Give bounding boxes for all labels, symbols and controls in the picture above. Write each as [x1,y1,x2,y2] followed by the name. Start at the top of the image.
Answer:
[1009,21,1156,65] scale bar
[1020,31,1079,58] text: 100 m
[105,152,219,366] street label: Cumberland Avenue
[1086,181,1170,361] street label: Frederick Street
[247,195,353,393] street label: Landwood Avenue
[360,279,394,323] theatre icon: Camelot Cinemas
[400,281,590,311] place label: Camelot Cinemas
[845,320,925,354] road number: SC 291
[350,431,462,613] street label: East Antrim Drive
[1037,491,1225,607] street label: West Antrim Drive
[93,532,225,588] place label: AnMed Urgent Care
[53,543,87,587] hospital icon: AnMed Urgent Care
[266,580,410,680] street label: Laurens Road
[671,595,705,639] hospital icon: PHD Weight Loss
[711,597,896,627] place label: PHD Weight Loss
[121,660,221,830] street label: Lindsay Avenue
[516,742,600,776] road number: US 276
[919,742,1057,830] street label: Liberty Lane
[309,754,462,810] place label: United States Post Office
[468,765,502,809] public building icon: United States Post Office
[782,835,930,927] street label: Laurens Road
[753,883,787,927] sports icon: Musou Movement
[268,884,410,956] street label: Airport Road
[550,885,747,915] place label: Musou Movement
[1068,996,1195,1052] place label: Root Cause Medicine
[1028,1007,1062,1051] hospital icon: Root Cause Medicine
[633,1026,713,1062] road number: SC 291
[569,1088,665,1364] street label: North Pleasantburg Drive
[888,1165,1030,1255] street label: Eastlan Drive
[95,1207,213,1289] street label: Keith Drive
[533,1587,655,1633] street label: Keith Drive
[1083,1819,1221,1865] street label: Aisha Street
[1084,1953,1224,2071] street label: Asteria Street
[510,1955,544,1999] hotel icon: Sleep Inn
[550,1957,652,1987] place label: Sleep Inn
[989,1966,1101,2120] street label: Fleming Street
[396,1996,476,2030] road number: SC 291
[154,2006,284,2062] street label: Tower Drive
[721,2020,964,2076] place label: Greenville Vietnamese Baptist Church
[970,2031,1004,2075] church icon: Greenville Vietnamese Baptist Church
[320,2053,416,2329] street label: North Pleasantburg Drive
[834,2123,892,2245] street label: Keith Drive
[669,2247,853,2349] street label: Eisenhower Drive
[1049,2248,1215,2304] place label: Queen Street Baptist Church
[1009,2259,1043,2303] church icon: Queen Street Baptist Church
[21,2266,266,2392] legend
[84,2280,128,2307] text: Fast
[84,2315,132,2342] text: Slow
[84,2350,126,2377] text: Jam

*-*-*

== What you are asked to do ==
Lines in the listing that include the word "Baptist": how many are there? Give the number alone.

== Reply to the task ==
4